À quelques jours des législatives du 2 juillet, les partis politiques intensifient leurs campagnes de proximité afin de mobiliser les électeurs. Tous appellent à une forte participation, tout en défendant leurs priorités en matière de développement et de renforcement des institutions.
La confiance, principal message du MSP
En déplacement à Bou Saâda, le président du Mouvement de la société pour la paix (MSP), Abdelali Hassani Cherif, a mis l’accent sur les questions économiques, présentées comme l’axe central du programme de son parti.
Selon lui, le développement de l’économie nationale passe par une meilleure valorisation des spécificités de chaque région du pays. Il estime que les futurs députés de sa formation devront porter des propositions adaptées aux réalités locales, en encourageant l’investissement dans les ressources et les potentialités propres à chaque territoire.
Cette approche, explique-t-il, vise à favoriser une économie plus diversifiée et moins dépendante d’un nombre limité de secteurs. Le responsable du MSP a également insisté sur le rôle des compétences nationales, notamment des jeunes diplômés, qu’il considère comme un levier essentiel de croissance et d’innovation.
À Blida, Abdelali Hassani Cherif a développé un autre axe majeur de sa campagne : la restauration de la confiance entre les citoyens, les institutions et les responsables publics.
Selon lui, cette confiance constitue un préalable indispensable à toute dynamique de développement. Le président du MSP estime que le renforcement de la souveraineté nationale ne peut plus se limiter à sa dimension politique, mais doit également englober les dimensions économique, alimentaire, hydrique, numérique et sociétale.

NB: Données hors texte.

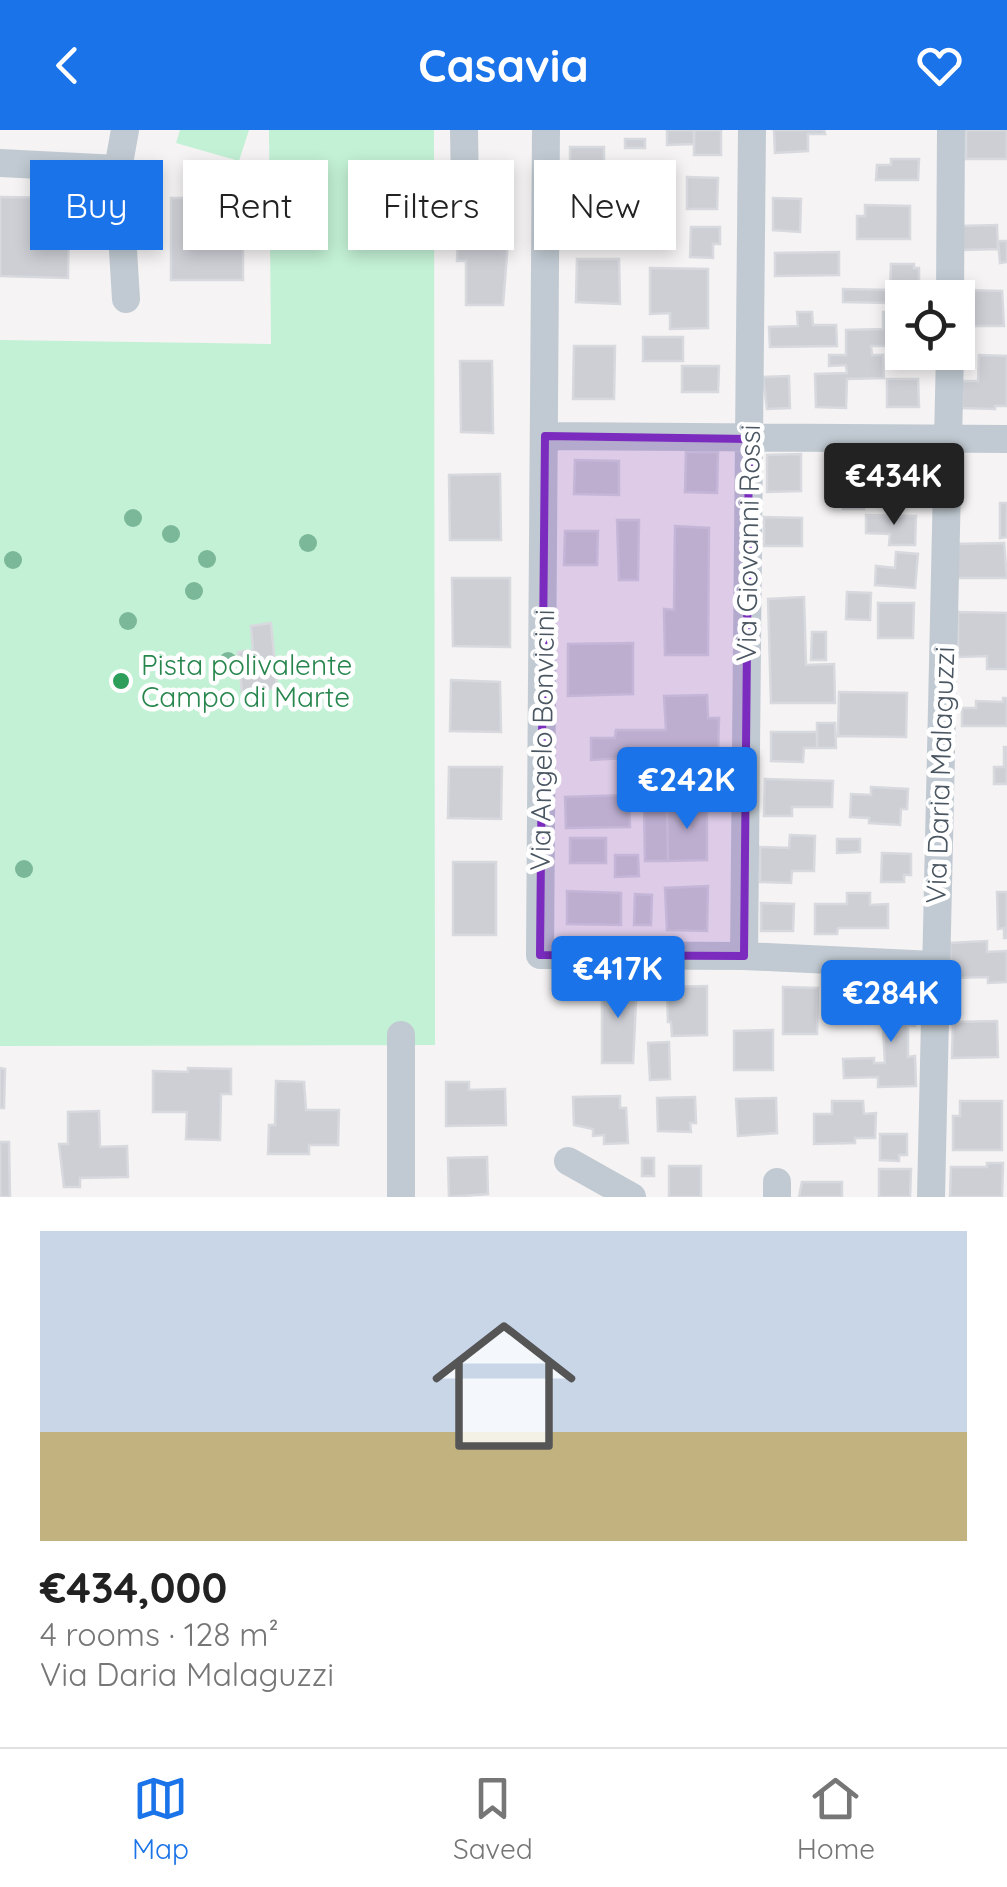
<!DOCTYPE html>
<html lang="en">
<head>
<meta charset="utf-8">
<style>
  body { margin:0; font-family:Quicksand,sans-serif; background:#f6f6f6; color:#222; height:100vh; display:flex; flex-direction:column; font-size:38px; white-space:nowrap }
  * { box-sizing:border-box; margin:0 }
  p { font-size:32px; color:#767676 }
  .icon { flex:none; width:55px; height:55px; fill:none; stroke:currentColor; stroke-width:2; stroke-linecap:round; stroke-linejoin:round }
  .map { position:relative; height:1067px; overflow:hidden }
  .details { display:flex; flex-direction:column; background:#fff; flex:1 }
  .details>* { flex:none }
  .banner { position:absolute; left:30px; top:30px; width:948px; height:90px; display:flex; gap:20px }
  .buttons { position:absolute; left:885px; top:150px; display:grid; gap:20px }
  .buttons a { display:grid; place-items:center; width:90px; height:90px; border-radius:0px; background:#fff; box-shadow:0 5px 15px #0003; font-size:50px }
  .price { position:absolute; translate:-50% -85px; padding:0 22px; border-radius:10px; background:#1a73e8; color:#fff; font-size:32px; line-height:65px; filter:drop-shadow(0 2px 5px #0008) }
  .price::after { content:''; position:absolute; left:50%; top:60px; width:30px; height:22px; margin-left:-15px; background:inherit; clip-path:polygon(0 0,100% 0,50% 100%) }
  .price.active { background:#222; color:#fff }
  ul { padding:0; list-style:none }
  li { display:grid; align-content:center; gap:20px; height:530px; padding:0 40px }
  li+li { border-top:2px solid #e0e0e0 }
  li span { display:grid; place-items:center; height:310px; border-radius:0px; color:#555 }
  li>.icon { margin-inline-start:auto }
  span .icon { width:180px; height:180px; fill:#fffc; stroke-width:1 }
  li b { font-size:42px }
  .pill { padding:0 35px; border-radius:0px; background:#fff; box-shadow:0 5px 15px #0003; font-size:35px; line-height:90px }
  .pill.active { background:#1a73e8; color:#fff }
  header { display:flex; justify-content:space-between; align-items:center; height:130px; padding:0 40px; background:#1a73e8; color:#fff; font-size:45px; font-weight:700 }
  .tabs { display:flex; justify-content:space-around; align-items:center; height:140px; border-top:2px solid #e0e0e0; background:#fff; font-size:28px; color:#767676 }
  .tabs a { display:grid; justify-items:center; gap:5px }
  .tabs .active { color:#1a73e8 }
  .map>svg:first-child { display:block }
  .green { fill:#c3f1d5 }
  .building { fill:#cdcfd5; stroke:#d7d9de; stroke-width:2.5 }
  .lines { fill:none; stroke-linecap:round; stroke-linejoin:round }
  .minor { stroke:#c1cad2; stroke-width:28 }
  .tree { fill:#7bb799 }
  .marked { fill:#7b2cbf; fill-opacity:0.2; stroke:#7b2cbf; stroke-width:8; stroke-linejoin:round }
  .leisure-dot { fill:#2e9e5b; stroke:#fff; stroke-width:4 }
  .labels { text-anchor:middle; stroke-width:9; stroke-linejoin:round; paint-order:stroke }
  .street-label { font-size:28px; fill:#4a5661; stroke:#fff }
  .leisure-label { font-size:28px; fill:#27864d; stroke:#fff; text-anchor:start }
</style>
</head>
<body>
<header><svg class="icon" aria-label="back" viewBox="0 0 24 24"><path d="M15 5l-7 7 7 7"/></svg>Casavia<svg class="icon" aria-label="heart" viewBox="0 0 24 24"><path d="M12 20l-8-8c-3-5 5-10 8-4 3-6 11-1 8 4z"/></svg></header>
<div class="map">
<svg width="1007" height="1067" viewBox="0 0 1007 1067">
  <rect width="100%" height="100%" fill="#f5f3f3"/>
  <path class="green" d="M180 0H249L239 31 176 13Z
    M269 0H434L435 915 0 916V210L271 214Z"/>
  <path class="building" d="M667 0H694V14L667 15Z
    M694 0H721V25H694Z
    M774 0H824L825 4H808V21L775 23Z
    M966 0H1007V29H966Z
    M625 9H645V18H625Z
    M570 17H604V74H570Z
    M891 29H919L918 50H876L877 35H891Z
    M687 47 718 48 717 79H687Z
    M631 51H661V87H618V73H631Z
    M0 67 69 68 68 148 0 146Z
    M171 68H243V150H171Z
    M773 68 801 69 800 102 773 100Z
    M865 75 910 76V109H857V86H865Z
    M458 92H488V98L509 99 503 175H466V131H457Z
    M997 95 998 119 963 120 962 96Z
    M691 97H720V114H713V128L690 127Z
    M998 111H1007V132L1000 133Z
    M839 122V145L775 146V123Z
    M577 129H619L620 174 576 172Z
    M891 134H914V138H919V168H890V173L843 172V159L890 160Z
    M650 138 708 139V198L670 199V183L650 184Z
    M964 160 1002 161 1004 196H966Z
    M902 181V216H871L872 225H883L884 248 847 249 846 278 816 277 815 244 847 243 846 235 829 236V225H846V200L883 199V182Z
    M797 182H812L813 195H836L837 216 770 217 769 197 798 196Z
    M643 207H683V231H643Z
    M574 216H615L614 269H573Z
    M979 225 1007 226V276H995V279L962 278V251H978Z
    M460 231H492L493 303 461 302Z
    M682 236H719L718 262H682Z
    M789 246 790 278 767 279 763 247Z
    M887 249H918L919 277H887Z
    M686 322H718L717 363 685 362Z
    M801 324V361L767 362V325Z
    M880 324 915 326 913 357 878 355Z
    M840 326H864V362H840Z
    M575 330 619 331V365L574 364Z
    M500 344 501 410H450L449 345Z
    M843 371H863L864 379H843Z
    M1000 373H1007V407L1000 408Z
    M866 385 916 386 915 415H889L890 404 866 403Z
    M764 387 802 388V416H764Z
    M617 390H639L638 450H619Z
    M675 396 709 398 708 525H665L664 479 674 480Z
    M565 401H598L597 435H564Z
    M1004 413 1007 448H955V414Z
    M896 422 918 424 915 458 875 455 876 436 895 438Z
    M452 448H510V517L453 516Z
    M847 462 871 463 870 490 846 489Z
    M804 467 806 535 834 534 835 573H771L768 469Z
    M878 473H914L913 508H878Z
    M958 482 1007 483V539H987V526L958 527Z
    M271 493 277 558 242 562 238 522 253 520 251 496Z
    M812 502H826V530H811Z
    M633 513V564L568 566V514Z
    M451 550 500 552 501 602 450 601Z
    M839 562 907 563 906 607 838 606Z
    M707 565 708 588H719L718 623 591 630V608H615L616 600H666L664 566Z
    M1003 568H1007V596H962V578H976V571L1003 572Z
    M817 593H835L836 618H817Z
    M771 602H817V618H804L803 632 771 631Z
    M1004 617H1007V654H994V637H1004Z
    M449 637H502L501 689 448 688Z
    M765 649 833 651 832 677H792V686H764Z
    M871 657 908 659 907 679H901L900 695 869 693V688L850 687 851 664 871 665Z
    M629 665 630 697 566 698 565 667Z
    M667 674H707V730L668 731Z
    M667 674 668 731H645L644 675Z
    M790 705 815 706 814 741H792L791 753 760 752V717L789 718Z
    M570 708H606V733H570Z
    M837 709H860V722L837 723Z
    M882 723 911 724V745H904V752H881Z
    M615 725H638L639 746 615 747Z
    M453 732H496V805H453Z
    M708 756 707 801 667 800 665 758Z
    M567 761 621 763V795L567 794Z
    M997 762H1007V808H1004V798L998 799Z
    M847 763H870V775L888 774V798H838L837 804H815V774H847Z
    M635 764 652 765 651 795H634Z
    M761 773 794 774 793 801H761Z
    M987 811V822L1007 821V852L988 853V847L951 848 950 813Z
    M602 851 637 852 633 933H602Z
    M707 856V905L672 906 671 892H668L667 857Z
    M783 857 818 858 817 904H783Z
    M886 860H915V896H908V927L915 926 916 956 878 957V947L844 948 843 929 874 928V933H885L882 880H886Z
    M997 891 998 927 952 928 953 892Z
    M773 900V940H734V901Z
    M669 912 670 949 650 950 648 913Z
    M0 938 5 939 4 978H0Z
    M188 938 231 939V964H221L220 1010 186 1009 187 982H153V941L188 942Z
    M276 951 304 952 306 980H339L338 1015H309V1024H268L269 995H275Z
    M446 952H469V960L505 959 506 995 446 996Z
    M620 966V978H626L628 1013 604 1014V1005L593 1006V999L574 995 573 967Z
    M695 967 696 993H690L691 1002 658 1001 657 968Z
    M776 968 777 1003 738 1006 736 969Z
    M832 971H863L864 984 876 983 875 1008H855V1013L814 1014V984H832Z
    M960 971H1002V1020H953V986H960Z
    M99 981 100 1017 127 1016 128 1047 80 1048V1057H64L59 1014H68V982Z
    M880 1004H907V1025H899V1031L880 1030Z
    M0 1012H9L10 1067H0Z
    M487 1027 488 1064 449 1067 448 1028Z
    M642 1028H654V1046H642Z
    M987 1033H1003L1002 1067H950L951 1037H987Z
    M669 1036H701V1067H669Z
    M879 1039H911L910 1067H879Z
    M802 1052H842V1067H799Z"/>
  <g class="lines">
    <path class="minor" d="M125 0 118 39 126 169
      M464 0 465 60
      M546 0 540 825 744 826 934 835
      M0 33 118 39
      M950 168 951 0
      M545 306 1007 309
      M744 826 752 0
      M401 905V1067
      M568 1031 632 1067
      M777 1067V1052
      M931 1067 950 222"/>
  </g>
  <g class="tree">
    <circle cx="133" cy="388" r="9"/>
    <circle cx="171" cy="404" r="9"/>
    <circle cx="308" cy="413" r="9"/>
    <circle cx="207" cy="429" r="9"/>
    <circle cx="13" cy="430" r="9"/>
    <circle cx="194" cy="461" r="9"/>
    <circle cx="128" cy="491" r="9"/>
    <circle cx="228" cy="531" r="9"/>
    <circle cx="24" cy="739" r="9"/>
  </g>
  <path class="marked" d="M545 306 749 309 744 826 540 825Z"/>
  <circle class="leisure-dot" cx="121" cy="551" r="10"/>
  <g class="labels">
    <g class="street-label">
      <text transform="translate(748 413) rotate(-89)" y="10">Via Giovanni Rossi</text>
      <text transform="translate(542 610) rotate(-89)" y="10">Via Angelo Bonvicini</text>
      <text transform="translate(940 645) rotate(-88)" y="10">Via Daria Malaguzzi</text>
    </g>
    <g class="leisure-label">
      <text x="141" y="545">Pista polivalente<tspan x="141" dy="32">Campo di Marte</tspan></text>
    </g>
  </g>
</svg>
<div class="buttons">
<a><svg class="icon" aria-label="locate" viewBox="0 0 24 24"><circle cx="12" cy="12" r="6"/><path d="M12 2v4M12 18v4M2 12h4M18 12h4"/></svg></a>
</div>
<b class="price active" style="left:894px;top:398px">€434K</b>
<b class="price" style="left:687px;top:702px">€242K</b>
<b class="price" style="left:618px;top:891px">€417K</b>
<b class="price" style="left:891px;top:915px">€284K</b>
<div class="banner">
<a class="pill active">Buy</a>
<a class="pill">Rent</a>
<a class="pill">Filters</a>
<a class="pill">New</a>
</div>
</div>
<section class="details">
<ul>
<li><span style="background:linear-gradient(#c9d6e8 65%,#c2b280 0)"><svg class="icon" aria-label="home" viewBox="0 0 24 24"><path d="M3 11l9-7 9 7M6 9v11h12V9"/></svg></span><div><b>€434,000</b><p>4 rooms · 128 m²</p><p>Via Daria Malaguzzi</p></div></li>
</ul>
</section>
<nav class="tabs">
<a class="active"><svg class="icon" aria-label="map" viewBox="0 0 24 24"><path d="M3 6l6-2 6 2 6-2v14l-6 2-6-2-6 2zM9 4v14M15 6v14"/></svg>Map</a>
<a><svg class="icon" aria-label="saved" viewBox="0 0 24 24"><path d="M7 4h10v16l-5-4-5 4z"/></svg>Saved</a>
<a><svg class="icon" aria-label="home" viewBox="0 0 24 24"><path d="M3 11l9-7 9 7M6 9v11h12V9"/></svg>Home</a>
</nav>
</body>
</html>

Dans son intervention, il a présenté les élections du 2 juillet comme une opportunité de réduire la distance entre les citoyens et leurs institutions, estimant qu’une forte participation contribuerait à redonner de la crédibilité à l’action politique.

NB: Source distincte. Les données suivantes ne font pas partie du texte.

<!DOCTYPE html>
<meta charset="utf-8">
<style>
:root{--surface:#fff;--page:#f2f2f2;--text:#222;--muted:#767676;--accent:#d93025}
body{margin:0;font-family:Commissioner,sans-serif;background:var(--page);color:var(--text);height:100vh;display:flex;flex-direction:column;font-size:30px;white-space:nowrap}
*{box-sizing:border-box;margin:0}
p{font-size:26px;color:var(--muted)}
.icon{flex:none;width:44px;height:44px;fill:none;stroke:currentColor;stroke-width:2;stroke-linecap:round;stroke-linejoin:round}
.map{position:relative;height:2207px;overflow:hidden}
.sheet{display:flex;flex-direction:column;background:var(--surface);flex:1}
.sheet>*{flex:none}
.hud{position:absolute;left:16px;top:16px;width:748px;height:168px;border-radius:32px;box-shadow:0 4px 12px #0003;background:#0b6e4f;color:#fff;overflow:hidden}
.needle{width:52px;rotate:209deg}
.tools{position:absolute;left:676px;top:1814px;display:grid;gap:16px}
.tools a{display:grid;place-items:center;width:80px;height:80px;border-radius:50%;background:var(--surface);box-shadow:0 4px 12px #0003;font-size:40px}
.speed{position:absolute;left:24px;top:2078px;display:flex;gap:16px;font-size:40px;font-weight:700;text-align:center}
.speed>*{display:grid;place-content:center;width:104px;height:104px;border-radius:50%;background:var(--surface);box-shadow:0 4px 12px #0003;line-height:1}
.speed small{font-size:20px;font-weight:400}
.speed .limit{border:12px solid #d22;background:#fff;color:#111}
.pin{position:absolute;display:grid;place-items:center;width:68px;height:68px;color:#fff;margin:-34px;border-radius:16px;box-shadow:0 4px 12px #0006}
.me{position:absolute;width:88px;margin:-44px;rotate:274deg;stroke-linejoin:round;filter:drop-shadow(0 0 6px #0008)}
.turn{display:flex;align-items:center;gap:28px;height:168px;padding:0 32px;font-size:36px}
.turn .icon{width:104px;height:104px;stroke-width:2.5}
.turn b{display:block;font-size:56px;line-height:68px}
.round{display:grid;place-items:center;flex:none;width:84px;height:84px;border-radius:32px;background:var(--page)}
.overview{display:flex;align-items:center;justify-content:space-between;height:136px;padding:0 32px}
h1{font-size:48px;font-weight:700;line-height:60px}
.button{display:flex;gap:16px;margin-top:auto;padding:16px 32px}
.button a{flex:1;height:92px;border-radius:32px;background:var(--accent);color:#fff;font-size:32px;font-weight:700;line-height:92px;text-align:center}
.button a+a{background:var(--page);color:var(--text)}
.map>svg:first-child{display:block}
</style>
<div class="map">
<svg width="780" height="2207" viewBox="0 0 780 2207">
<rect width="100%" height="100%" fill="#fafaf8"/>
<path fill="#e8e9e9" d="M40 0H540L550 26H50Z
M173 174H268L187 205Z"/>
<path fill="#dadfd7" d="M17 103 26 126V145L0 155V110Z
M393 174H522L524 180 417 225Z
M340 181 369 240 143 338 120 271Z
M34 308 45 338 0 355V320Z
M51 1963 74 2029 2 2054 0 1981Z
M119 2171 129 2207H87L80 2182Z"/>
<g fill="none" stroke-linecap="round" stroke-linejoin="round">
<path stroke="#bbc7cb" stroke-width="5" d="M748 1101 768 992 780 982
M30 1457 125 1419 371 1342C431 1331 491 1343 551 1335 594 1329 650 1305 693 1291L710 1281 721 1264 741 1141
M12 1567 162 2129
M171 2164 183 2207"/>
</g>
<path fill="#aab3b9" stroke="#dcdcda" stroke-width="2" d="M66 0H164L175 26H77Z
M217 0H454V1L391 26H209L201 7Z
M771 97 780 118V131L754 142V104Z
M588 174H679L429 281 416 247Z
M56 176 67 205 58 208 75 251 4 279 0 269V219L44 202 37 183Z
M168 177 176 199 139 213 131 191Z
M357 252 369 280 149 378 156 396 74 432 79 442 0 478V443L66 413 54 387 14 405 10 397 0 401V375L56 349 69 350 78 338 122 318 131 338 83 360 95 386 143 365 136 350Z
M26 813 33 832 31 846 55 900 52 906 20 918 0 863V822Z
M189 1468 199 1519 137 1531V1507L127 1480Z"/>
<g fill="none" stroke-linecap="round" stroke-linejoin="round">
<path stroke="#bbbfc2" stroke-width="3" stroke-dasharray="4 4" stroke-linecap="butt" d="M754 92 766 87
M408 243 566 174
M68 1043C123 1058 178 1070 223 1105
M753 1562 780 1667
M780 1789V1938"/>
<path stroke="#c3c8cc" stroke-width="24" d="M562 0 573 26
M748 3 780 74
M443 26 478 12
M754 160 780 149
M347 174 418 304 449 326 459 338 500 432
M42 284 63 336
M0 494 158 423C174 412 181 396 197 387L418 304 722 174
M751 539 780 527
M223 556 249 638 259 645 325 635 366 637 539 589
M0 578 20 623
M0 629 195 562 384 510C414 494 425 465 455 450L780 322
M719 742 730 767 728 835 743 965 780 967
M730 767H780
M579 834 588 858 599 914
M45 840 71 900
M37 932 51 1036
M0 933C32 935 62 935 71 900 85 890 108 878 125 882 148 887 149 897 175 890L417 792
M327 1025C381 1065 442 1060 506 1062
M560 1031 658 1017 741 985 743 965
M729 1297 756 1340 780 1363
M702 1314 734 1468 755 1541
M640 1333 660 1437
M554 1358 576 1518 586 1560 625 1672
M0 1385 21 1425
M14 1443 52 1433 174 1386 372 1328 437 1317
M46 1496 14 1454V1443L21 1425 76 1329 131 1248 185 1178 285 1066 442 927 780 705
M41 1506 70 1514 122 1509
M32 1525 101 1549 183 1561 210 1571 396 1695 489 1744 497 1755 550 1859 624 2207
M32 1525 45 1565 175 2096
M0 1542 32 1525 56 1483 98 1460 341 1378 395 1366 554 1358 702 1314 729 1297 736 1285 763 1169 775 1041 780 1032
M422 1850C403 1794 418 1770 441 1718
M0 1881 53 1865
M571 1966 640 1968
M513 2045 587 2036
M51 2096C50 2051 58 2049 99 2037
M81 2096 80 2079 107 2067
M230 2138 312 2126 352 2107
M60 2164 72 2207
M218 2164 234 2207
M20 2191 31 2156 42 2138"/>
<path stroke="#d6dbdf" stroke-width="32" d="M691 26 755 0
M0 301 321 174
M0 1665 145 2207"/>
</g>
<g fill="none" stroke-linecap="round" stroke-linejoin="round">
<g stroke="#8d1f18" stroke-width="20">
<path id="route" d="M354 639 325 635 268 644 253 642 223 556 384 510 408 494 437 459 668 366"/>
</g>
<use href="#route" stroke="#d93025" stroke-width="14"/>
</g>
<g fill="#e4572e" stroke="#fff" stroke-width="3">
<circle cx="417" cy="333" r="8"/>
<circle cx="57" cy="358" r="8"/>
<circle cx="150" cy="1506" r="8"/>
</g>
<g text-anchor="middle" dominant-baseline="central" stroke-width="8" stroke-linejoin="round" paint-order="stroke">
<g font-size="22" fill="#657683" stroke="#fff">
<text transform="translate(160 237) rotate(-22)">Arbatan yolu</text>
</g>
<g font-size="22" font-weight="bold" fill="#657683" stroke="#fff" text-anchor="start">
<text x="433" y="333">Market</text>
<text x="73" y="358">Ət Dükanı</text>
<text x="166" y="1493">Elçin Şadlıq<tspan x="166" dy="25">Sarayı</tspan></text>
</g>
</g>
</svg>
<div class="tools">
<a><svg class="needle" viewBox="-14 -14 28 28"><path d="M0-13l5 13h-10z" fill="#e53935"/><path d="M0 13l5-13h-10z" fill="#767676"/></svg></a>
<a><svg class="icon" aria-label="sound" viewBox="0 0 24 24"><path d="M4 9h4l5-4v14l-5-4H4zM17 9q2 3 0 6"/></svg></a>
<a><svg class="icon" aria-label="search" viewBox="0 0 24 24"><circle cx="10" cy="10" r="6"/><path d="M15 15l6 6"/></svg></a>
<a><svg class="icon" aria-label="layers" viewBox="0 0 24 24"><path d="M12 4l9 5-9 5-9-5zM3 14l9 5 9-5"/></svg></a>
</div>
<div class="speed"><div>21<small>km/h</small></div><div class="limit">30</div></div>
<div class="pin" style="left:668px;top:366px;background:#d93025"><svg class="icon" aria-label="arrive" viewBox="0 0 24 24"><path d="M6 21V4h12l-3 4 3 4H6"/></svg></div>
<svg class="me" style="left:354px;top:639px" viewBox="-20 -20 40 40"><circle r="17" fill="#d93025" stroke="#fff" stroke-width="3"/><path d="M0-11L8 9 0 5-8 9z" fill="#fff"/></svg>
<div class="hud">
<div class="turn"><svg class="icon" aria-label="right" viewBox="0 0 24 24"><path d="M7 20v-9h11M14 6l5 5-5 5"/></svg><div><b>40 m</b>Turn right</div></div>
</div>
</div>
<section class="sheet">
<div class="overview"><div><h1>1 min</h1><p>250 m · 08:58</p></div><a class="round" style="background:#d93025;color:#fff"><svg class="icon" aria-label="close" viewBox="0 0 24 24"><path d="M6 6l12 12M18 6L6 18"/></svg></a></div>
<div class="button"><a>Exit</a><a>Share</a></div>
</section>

Le responsable du MSP a, par ailleurs, rappelé que son parti entend participer au débat parlementaire non seulement pour obtenir des sièges, mais aussi pour défendre des propositions en faveur du développement, de la stabilité et de la préservation des valeurs nationales.
Le FLN appelle à l’émergence d’un Parlement fort
De son côté, le secrétaire général du Front de libération nationale (FLN), Abdelkrim Ben Mbarek, a choisi la wilaya de Chlef pour rappeler les enjeux institutionnels des prochaines élections.
Devant les militants de son parti, il a qualifié ce scrutin de «rendez-vous politique et constitutionnel majeur», estimant que l’Assemblée populaire nationale doit disposer d’une forte représentativité afin d’exercer pleinement ses missions de législation, de contrôle de l’action gouvernementale et d’évaluation des politiques publiques.
Le responsable du FLN a insisté sur le fait que ces élections dépassent le simple cadre administratif et constituent avant tout une expression de la participation démocratique des citoyens. Il a ainsi invité les électeurs à voter massivement afin de contribuer à la mise en place d’un Parlement capable d’accompagner les politiques publiques liées au développement économique, à l’investissement et à la création d’emplois.
Abordant les potentialités de la wilaya de Chlef, Abdelkrim Ben Mbarek a également défendu une vision du développement fondée sur la valorisation des ressources locales, le soutien à l’investissement productif et la promotion de la justice sociale.
El-Bina insiste sur la légitimité des institutions
À Médéa, le vice-président du Mouvement El-Bina, Ahmed Mahmoud Khouna, a, lui aussi, centré son intervention sur la participation citoyenne.
Selon lui, la participation aux urnes constitue un facteur déterminant pour renforcer la légitimité des institutions élues et consolider le processus démocratique. Il estime que la force des assemblées représentatives dépend directement de la confiance que leur accordent les électeurs à travers le vote.
Le responsable du Mouvement El-Bina considère également que ce rendez-vous électoral représente une occasion pour les citoyens de choisir des représentants capables de défendre leurs préoccupations au sein des institutions et d’accompagner les efforts de développement engagés dans le pays.
Il a enfin appelé à une mobilisation collective, estimant que la poursuite des projets de développement et le renforcement des institutions nécessitent l’implication de l’ensemble des citoyens.